▶ **WORK REQUIRED**
Say the number of lines in the records below that hold the word "Johnson", and only that number.

▶ **TASK INPUT**
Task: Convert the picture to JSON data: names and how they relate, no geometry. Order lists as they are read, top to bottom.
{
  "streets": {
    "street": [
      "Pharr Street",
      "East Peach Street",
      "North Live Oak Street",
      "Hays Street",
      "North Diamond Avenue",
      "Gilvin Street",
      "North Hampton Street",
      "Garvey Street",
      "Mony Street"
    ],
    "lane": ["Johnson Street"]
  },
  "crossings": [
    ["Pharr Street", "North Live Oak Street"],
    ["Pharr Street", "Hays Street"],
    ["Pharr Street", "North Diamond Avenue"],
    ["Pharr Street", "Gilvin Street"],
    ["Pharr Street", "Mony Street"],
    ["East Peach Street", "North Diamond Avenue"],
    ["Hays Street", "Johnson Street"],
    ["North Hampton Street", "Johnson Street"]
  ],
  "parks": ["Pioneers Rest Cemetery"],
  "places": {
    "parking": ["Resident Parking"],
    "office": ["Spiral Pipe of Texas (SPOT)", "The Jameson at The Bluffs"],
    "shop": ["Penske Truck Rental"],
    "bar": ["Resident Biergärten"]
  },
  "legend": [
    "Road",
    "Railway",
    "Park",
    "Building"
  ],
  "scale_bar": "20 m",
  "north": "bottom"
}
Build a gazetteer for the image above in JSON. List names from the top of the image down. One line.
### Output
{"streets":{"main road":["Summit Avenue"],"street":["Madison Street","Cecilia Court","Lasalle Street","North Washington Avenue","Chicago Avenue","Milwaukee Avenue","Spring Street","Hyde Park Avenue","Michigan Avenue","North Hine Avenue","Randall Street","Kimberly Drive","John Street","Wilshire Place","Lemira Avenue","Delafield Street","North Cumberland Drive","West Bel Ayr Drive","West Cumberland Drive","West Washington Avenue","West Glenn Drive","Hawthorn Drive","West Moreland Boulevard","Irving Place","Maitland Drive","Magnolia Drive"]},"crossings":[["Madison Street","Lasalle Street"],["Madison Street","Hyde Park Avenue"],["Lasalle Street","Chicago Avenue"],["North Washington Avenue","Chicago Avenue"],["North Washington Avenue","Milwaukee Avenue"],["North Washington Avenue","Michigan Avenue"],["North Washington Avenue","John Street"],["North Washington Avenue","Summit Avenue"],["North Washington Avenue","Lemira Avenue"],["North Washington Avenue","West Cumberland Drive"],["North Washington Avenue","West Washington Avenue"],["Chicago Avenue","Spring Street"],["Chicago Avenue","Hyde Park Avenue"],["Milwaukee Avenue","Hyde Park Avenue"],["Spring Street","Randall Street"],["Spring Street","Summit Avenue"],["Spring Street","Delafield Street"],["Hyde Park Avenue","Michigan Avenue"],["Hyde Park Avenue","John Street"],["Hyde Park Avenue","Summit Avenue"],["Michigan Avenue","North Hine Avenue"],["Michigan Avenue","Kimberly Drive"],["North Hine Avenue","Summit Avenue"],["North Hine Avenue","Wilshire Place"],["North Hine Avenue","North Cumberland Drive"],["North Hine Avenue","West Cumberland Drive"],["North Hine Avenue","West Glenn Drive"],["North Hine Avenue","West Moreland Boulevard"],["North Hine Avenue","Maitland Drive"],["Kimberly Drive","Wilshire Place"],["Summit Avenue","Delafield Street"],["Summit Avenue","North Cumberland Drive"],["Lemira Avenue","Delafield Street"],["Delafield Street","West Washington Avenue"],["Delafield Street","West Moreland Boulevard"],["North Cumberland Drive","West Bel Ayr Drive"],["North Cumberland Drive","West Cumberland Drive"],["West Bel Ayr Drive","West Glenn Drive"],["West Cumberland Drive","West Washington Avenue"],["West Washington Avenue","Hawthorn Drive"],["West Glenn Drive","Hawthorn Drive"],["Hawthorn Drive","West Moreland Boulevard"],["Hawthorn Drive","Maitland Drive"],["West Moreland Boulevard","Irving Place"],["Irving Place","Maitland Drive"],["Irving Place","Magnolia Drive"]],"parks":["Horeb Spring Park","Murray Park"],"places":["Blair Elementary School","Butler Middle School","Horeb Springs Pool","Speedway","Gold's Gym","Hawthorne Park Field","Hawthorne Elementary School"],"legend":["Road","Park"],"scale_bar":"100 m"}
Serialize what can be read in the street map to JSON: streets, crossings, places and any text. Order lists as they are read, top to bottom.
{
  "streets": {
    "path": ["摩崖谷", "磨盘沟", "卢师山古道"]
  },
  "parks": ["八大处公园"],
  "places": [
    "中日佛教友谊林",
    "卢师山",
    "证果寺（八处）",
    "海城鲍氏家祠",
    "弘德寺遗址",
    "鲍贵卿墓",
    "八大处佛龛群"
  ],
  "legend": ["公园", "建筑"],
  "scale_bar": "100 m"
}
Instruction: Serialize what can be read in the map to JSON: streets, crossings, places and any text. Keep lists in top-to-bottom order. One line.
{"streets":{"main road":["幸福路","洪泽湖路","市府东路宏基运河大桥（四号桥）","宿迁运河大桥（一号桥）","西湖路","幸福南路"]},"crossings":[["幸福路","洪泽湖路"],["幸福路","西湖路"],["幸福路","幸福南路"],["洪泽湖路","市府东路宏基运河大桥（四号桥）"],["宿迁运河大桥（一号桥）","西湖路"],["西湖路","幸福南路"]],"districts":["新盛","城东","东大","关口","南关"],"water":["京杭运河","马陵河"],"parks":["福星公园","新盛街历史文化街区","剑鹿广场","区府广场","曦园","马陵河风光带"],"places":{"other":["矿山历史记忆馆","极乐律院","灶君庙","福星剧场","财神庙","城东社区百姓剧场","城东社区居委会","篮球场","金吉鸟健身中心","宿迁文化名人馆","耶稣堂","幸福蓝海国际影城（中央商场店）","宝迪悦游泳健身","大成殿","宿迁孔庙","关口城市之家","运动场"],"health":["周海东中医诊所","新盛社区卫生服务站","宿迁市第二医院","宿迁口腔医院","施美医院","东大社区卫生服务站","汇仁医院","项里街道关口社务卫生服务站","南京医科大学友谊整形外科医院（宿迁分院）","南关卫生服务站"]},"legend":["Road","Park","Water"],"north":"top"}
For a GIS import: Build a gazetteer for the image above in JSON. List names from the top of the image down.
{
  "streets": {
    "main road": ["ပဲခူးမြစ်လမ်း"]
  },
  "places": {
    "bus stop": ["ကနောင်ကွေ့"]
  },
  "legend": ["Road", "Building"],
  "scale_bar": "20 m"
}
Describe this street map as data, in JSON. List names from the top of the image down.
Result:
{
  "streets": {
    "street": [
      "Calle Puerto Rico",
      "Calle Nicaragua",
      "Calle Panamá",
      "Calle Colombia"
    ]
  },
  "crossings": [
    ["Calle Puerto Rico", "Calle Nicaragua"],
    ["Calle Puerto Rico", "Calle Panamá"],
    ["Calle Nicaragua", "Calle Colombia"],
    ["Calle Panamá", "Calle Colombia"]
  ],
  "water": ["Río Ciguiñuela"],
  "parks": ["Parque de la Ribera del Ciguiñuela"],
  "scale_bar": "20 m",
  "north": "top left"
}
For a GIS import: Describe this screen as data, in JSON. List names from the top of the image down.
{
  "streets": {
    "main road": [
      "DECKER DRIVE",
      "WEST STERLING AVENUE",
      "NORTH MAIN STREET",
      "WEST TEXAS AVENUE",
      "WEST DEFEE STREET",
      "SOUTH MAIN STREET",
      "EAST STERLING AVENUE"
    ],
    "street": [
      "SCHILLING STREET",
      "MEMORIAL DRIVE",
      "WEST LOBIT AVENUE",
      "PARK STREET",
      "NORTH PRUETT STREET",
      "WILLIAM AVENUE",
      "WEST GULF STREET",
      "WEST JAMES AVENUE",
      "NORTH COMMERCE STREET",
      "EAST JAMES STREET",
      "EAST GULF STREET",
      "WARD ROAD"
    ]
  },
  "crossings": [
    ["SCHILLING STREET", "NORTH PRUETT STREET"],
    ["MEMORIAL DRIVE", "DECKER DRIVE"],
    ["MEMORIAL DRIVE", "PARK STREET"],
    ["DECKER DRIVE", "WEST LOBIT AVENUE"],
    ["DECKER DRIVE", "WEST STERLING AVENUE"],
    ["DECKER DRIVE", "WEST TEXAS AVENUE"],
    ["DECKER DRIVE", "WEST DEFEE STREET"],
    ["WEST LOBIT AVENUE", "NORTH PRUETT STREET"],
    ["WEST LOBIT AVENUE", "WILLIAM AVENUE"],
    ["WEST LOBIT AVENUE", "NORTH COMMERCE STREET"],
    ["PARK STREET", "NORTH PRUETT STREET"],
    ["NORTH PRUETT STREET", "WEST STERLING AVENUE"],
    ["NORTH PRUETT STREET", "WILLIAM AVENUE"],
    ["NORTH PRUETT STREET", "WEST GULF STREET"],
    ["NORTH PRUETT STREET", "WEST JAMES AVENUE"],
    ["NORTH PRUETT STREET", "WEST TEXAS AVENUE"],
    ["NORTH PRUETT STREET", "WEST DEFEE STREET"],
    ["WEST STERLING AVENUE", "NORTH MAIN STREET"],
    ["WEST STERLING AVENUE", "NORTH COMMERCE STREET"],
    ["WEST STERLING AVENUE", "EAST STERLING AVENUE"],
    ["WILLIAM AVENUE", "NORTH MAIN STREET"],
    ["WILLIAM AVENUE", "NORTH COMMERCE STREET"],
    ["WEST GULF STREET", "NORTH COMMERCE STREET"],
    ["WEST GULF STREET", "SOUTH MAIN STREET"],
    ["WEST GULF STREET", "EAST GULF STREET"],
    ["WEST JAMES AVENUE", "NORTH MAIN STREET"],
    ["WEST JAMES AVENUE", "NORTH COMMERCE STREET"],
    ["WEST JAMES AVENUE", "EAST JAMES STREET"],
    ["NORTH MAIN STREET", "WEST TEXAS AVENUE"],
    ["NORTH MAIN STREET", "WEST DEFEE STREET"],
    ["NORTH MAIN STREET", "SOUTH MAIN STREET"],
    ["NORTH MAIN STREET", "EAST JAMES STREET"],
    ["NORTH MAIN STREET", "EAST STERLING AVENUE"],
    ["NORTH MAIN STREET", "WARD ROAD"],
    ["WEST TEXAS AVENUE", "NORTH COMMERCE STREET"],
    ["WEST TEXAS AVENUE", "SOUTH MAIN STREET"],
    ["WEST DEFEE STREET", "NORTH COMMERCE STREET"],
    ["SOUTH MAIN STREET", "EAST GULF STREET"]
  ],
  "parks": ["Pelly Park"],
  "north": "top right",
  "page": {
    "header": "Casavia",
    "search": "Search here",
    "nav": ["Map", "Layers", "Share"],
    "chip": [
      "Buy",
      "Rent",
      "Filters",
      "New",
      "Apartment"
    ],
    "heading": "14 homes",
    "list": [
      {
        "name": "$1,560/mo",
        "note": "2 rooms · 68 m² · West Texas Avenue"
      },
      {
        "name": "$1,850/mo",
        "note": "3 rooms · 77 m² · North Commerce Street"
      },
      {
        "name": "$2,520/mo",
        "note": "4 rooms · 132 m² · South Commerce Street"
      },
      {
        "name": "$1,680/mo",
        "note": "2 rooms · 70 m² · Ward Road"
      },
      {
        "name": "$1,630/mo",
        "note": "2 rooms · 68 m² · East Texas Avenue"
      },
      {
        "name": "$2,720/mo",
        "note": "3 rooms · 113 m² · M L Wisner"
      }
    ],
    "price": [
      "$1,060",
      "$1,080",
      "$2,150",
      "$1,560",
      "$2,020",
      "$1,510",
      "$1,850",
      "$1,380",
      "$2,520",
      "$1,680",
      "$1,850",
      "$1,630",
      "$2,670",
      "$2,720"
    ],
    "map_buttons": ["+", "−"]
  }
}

▶ **SOLVED EXERCISE**
3